BERWYN, Pa.--(BUSINESS WIRE)--Triumph Group, Inc. (“Triumph”) (NYSE:TGI) today announced the pricing of its previously announced offering of $500 million in aggregate principal amount of senior notes due 2025 (the “Notes”). The Notes will have an interest rate of 7.75% per annum and are being issued at a price equal to 100% of their face value. The Notes will be issued by Triumph and guaranteed on a full, joint and several basis by each of Triumph’s domestic restricted subsidiaries that is a borrower under any of the credit facilities or that guarantees any debt of Triumph or any of its domestic restricted subsidiaries under any credit facility, and in the future by any of the company's domestic restricted subsidiaries that are borrowers under any company credit facility or that guarantee any debt of Triumph or any of its restricted subsidiaries incurred under any credit facility. Triumph intends to use the net proceeds of the offering to repay amounts outstanding under its credit facilities and pay related fees and expenses. The offering is expected to close on August 17, 2017, subject to customary conditions to closing.
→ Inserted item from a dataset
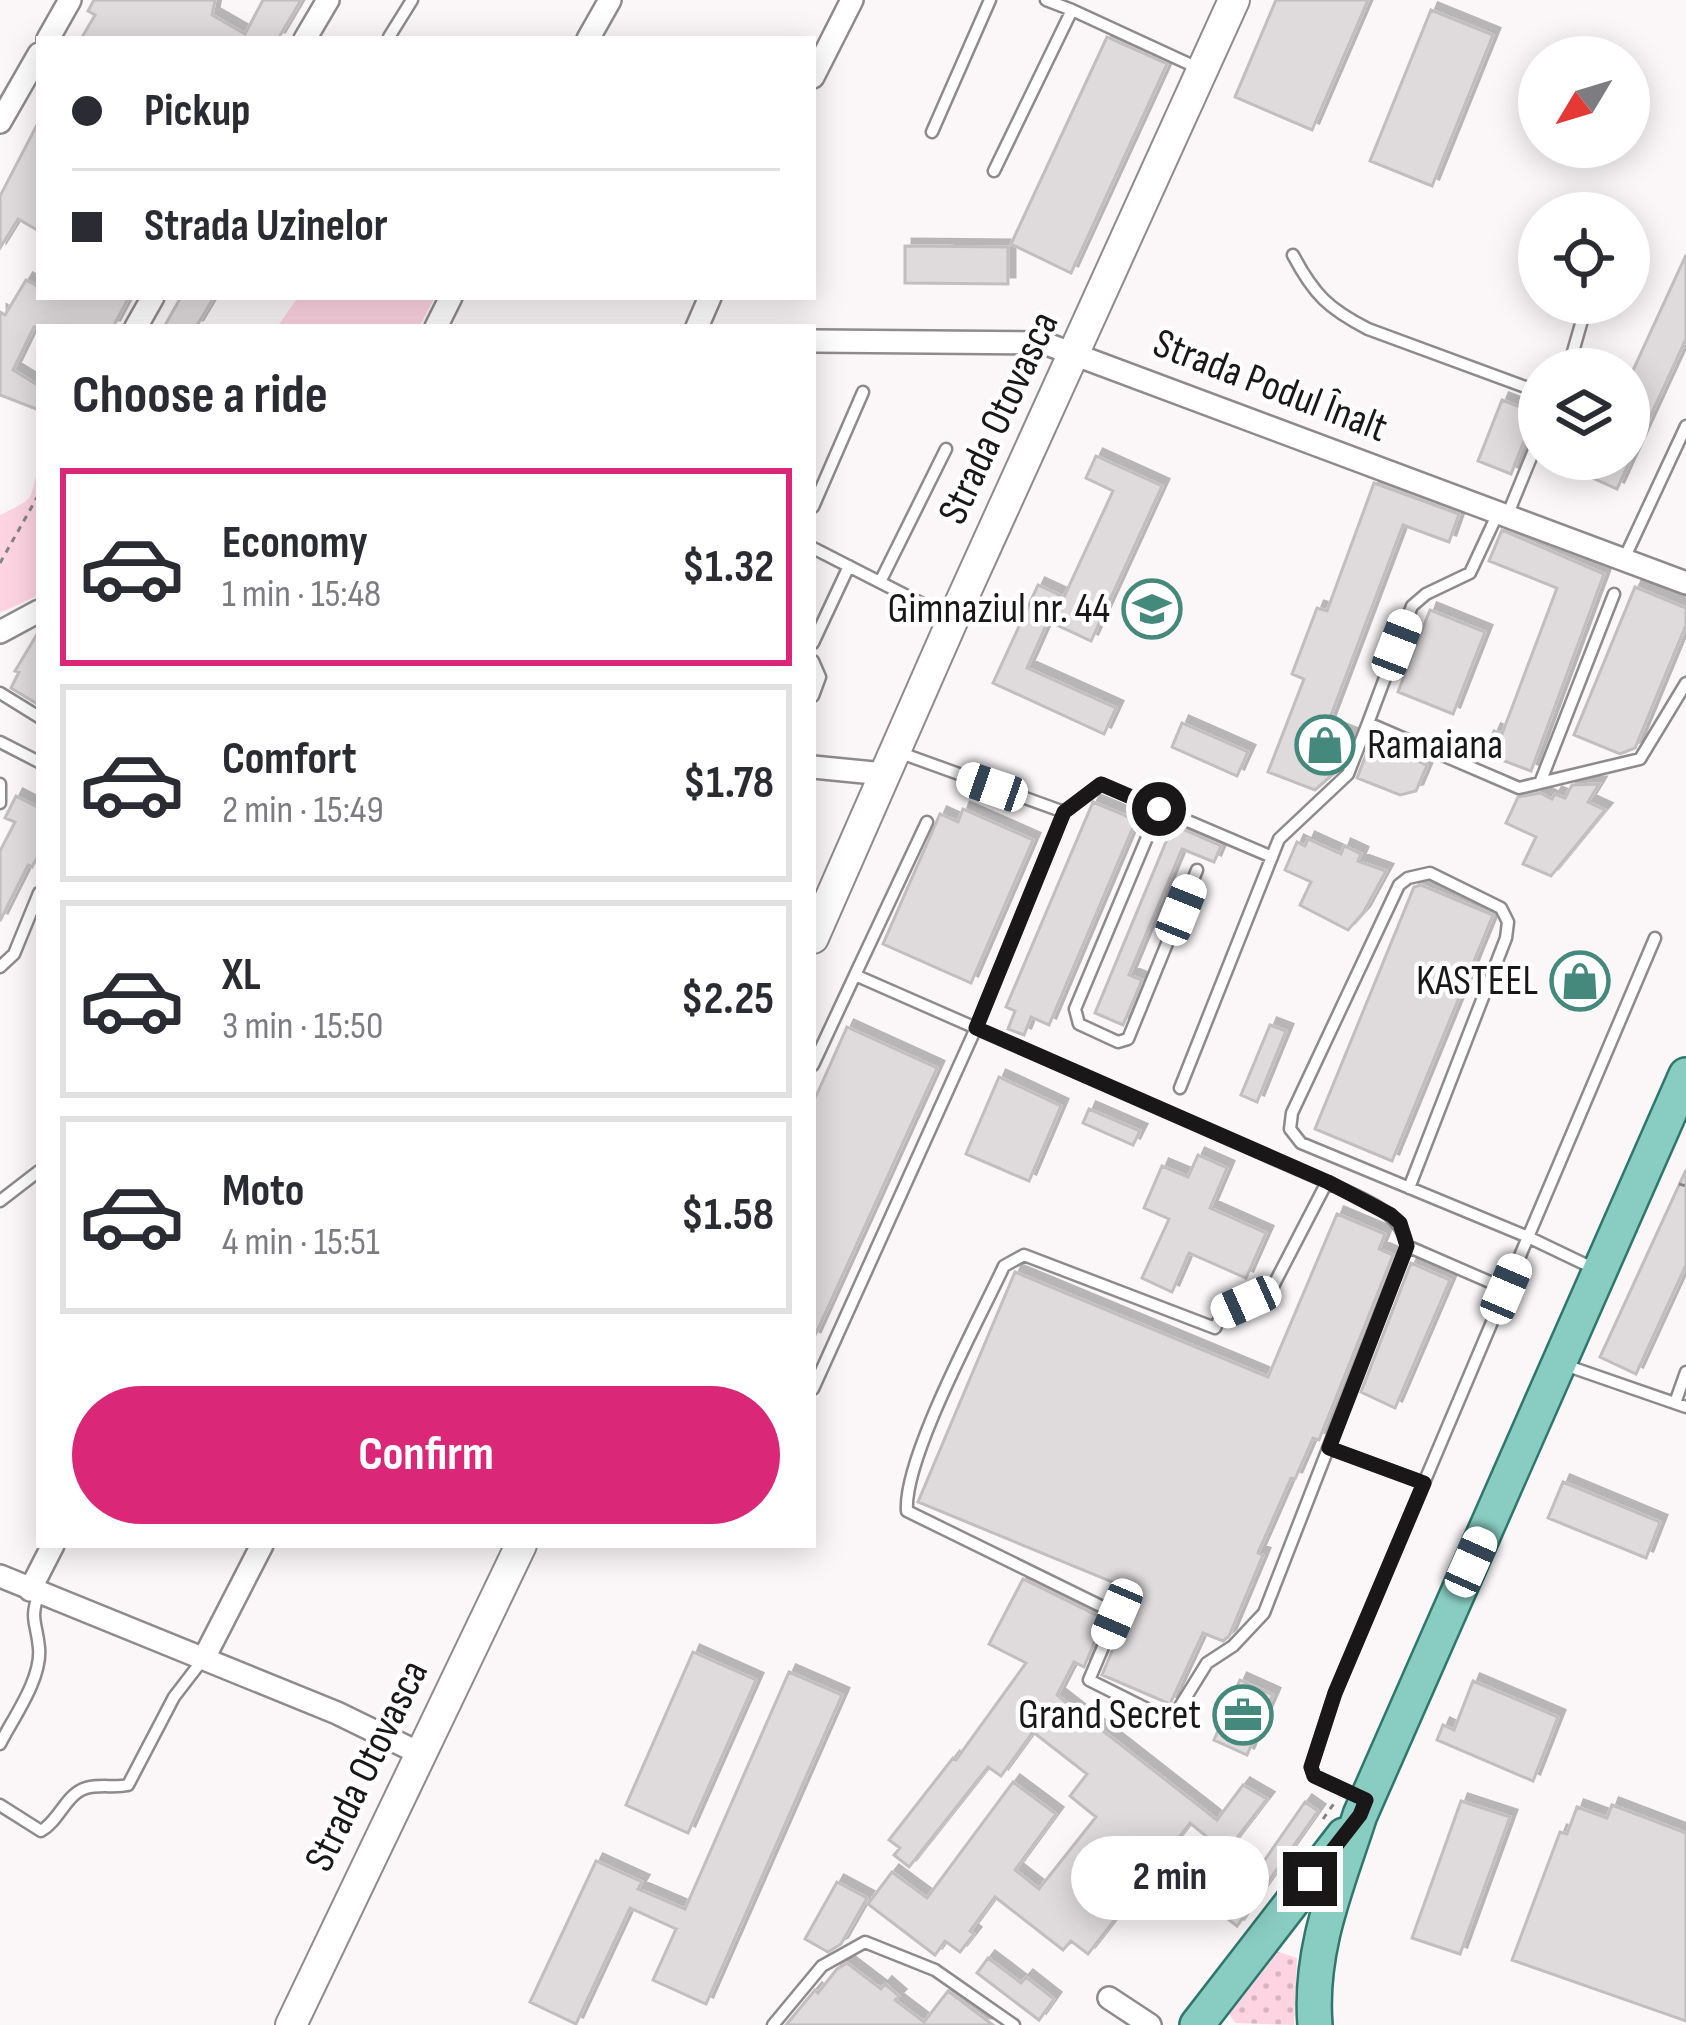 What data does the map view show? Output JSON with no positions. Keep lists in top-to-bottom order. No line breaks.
{"streets":{"street":["Strada Podul Înalt","Strada Otovasca"]},"crossings":[["Strada Podul Înalt","Strada Otovasca"]],"places":{"school or university":["Gimnaziul nr. 44"],"shop":["Ramaiana","KASTEEL"],"office":["Grand Secret"]},"north":"bottom left","page":{"banner":["Pickup","Strada Uzinelor"],"heading":"Choose a ride","list":[{"name":"Economy","note":"1 min · 15:48","value":"$1.32"},{"name":"Comfort","note":"2 min · 15:49","value":"$1.78"},{"name":"XL","note":"3 min · 15:50","value":"$2.25"},{"name":"Moto","note":"4 min · 15:51","value":"$1.58"}],"buttons":"Confirm","bubble":"2 min"}}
The Notes were offered in a private placement to qualified institutional buyers pursuant to Rule 144A and Regulation S under the Securities Act of 1933, as amended (the “Securities Act”), subject to market and other conditions. The Notes have not been registered under the Securities Act or state securities laws and may not be offered or sold in the United States absent registration or pursuant to an applicable exemption from the registration requirements of the Securities Act and any applicable state securities laws.